(DATA RECORDS begins)
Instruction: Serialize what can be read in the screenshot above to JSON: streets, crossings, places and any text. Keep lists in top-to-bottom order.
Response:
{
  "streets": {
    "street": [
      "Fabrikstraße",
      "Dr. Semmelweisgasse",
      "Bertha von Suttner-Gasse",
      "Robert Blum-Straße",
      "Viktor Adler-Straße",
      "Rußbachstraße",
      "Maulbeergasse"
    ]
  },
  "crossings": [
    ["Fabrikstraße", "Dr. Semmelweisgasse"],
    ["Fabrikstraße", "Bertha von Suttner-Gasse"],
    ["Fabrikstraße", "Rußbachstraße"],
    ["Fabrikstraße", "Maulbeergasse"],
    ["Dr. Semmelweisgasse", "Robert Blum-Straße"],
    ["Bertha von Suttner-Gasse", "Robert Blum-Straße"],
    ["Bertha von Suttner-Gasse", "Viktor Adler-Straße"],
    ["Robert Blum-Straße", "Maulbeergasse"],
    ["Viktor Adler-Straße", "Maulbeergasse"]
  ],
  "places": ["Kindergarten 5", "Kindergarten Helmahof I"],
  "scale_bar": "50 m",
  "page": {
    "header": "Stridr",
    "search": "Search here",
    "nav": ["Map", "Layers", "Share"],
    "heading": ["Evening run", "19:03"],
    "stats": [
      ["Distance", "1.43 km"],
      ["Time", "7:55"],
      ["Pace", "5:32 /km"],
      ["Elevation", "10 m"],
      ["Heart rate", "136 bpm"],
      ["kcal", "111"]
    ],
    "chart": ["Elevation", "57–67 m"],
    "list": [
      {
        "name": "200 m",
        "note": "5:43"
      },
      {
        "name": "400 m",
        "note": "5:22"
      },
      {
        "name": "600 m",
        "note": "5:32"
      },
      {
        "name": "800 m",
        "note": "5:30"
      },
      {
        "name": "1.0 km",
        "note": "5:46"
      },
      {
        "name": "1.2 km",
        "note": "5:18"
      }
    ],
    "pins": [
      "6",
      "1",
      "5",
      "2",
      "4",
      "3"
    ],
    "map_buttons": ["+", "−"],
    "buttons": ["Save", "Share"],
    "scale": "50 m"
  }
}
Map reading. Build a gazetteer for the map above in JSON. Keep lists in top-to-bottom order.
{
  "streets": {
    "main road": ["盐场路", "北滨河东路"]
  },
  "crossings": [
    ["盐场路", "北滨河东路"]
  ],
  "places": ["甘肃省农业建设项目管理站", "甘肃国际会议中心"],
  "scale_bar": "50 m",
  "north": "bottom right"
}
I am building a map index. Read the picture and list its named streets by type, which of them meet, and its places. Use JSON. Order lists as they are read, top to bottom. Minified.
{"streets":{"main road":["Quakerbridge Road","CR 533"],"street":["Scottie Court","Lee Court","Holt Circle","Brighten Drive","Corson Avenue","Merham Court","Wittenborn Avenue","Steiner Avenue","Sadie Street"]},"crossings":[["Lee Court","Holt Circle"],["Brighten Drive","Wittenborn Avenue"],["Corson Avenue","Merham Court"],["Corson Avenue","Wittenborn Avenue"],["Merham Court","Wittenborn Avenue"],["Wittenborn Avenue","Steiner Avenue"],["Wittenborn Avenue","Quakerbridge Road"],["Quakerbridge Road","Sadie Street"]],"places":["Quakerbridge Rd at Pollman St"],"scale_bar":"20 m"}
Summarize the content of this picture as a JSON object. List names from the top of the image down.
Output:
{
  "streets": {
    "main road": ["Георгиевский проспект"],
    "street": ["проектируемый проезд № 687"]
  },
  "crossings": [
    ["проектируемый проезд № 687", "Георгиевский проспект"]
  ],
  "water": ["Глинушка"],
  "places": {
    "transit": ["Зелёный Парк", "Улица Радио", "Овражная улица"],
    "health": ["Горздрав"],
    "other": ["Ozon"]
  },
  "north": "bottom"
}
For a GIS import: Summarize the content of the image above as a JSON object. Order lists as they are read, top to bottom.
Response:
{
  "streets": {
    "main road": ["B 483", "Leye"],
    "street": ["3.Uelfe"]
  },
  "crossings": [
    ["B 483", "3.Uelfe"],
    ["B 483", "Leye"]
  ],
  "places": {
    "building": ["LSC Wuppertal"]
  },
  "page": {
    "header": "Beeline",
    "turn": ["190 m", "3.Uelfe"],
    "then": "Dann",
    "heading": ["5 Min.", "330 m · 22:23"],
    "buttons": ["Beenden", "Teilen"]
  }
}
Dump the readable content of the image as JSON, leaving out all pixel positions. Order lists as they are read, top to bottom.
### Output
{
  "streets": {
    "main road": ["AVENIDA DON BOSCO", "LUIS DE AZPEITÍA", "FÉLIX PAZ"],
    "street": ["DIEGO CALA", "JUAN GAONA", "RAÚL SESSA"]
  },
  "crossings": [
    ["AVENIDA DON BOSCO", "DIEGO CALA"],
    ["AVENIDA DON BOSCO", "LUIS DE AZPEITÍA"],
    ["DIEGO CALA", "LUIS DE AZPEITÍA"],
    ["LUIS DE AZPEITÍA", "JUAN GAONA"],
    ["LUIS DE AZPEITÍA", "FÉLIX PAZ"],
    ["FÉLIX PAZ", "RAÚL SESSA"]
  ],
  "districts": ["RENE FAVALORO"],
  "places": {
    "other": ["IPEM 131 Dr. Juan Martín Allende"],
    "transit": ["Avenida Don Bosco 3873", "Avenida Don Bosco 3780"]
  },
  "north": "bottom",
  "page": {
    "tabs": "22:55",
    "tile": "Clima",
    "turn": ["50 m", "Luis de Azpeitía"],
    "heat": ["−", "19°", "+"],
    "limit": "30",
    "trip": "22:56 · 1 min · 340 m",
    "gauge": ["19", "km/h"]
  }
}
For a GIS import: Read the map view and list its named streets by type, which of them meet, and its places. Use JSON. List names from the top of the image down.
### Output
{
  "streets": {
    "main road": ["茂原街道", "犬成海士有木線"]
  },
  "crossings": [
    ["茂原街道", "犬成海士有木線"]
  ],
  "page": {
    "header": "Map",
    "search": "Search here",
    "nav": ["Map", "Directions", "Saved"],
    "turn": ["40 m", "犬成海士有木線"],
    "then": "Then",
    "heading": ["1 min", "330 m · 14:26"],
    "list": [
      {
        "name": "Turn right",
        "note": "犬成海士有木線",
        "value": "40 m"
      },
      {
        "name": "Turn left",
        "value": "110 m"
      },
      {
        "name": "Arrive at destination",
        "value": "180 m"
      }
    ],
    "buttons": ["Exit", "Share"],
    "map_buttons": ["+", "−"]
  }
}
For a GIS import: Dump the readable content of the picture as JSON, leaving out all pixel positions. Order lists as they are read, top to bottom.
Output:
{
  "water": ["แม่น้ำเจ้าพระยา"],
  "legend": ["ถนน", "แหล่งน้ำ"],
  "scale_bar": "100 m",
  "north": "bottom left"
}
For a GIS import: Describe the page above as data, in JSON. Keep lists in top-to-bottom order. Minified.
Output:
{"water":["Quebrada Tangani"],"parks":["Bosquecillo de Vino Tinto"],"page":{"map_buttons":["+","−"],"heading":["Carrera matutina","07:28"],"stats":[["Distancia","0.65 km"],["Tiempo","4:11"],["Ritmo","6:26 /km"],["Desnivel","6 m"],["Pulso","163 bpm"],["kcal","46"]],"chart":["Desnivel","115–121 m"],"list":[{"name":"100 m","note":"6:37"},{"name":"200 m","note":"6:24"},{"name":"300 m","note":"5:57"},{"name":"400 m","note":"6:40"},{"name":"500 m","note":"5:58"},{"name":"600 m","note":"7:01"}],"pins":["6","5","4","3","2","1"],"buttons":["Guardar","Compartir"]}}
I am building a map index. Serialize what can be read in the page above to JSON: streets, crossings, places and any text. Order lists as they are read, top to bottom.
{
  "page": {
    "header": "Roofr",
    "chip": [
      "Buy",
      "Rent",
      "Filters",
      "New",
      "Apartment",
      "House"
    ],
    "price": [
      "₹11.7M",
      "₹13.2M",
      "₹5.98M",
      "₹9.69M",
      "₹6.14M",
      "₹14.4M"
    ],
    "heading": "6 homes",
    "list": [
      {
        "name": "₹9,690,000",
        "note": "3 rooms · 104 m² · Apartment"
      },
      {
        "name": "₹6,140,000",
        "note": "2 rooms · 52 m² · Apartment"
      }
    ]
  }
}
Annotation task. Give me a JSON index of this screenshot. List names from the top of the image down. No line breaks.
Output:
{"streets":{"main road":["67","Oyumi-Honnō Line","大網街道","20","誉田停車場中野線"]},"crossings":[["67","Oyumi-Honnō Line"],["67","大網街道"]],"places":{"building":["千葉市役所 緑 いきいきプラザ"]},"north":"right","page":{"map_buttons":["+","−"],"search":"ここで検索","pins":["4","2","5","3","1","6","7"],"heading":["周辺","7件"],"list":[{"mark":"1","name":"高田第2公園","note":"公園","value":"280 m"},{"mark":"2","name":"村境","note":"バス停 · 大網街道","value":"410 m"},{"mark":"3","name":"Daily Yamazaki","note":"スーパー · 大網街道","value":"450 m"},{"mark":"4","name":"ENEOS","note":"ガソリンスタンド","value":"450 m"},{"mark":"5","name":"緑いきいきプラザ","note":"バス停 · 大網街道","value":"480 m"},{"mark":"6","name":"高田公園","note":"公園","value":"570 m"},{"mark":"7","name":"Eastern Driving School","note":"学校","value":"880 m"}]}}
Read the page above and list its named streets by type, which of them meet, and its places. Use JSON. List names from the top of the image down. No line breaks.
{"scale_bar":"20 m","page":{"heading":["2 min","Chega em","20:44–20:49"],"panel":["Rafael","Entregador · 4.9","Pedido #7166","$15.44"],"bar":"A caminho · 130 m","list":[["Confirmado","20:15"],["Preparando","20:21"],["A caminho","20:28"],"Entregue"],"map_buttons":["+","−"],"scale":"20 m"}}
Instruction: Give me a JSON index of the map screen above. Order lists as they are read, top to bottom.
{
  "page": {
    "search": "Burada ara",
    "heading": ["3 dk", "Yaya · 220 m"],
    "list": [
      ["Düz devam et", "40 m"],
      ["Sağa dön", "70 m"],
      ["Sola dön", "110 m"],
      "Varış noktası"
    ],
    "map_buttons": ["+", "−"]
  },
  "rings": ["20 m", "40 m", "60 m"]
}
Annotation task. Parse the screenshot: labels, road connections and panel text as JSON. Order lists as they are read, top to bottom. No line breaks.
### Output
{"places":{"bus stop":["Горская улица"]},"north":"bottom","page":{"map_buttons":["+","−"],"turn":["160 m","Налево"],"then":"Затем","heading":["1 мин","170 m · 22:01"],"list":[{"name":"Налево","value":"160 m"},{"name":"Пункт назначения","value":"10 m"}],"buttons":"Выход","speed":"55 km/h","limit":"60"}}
(DATA RECORDS ends)
-- TASK DETAILS --
Your answer should be the lines above from the one containing "Summarize the content of this" through the one containing "Dump the readable content of the image", copied exactly and with both ends kept.

-- SOLUTION TO THIS EXERCISE --
Summarize the content of this picture as a JSON object. List names from the top of the image down.
Output:
{
  "streets": {
    "main road": ["Георгиевский проспект"],
    "street": ["проектируемый проезд № 687"]
  },
  "crossings": [
    ["проектируемый проезд № 687", "Георгиевский проспект"]
  ],
  "water": ["Глинушка"],
  "places": {
    "transit": ["Зелёный Парк", "Улица Радио", "Овражная улица"],
    "health": ["Горздрав"],
    "other": ["Ozon"]
  },
  "north": "bottom"
}
For a GIS import: Summarize the content of the image above as a JSON object. Order lists as they are read, top to bottom.
Response:
{
  "streets": {
    "main road": ["B 483", "Leye"],
    "street": ["3.Uelfe"]
  },
  "crossings": [
    ["B 483", "3.Uelfe"],
    ["B 483", "Leye"]
  ],
  "places": {
    "building": ["LSC Wuppertal"]
  },
  "page": {
    "header": "Beeline",
    "turn": ["190 m", "3.Uelfe"],
    "then": "Dann",
    "heading": ["5 Min.", "330 m · 22:23"],
    "buttons": ["Beenden", "Teilen"]
  }
}
Dump the readable content of the image as JSON, leaving out all pixel positions. Order lists as they are read, top to bottom.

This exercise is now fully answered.